(Saved data entries)
● ● ● ● ● ● ●

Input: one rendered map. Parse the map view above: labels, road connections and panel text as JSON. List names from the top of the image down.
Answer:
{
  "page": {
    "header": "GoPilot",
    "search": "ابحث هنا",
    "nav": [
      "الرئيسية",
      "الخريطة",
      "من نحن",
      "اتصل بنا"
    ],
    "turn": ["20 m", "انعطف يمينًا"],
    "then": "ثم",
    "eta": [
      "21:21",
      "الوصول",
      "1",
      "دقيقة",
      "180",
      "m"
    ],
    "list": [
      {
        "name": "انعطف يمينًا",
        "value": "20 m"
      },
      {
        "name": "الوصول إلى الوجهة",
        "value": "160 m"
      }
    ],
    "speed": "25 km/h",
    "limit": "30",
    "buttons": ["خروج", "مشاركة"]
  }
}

● ● ● ● ● ● ●

Exercise goal:
Each record should be returned precisely as written.

Task solution:
Input: one rendered map. Parse the map view above: labels, road connections and panel text as JSON. List names from the top of the image down.
Answer:
{
  "page": {
    "header": "GoPilot",
    "search": "ابحث هنا",
    "nav": [
      "الرئيسية",
      "الخريطة",
      "من نحن",
      "اتصل بنا"
    ],
    "turn": ["20 m", "انعطف يمينًا"],
    "then": "ثم",
    "eta": [
      "21:21",
      "الوصول",
      "1",
      "دقيقة",
      "180",
      "m"
    ],
    "list": [
      {
        "name": "انعطف يمينًا",
        "value": "20 m"
      },
      {
        "name": "الوصول إلى الوجهة",
        "value": "160 m"
      }
    ],
    "speed": "25 km/h",
    "limit": "30",
    "buttons": ["خروج", "مشاركة"]
  }
}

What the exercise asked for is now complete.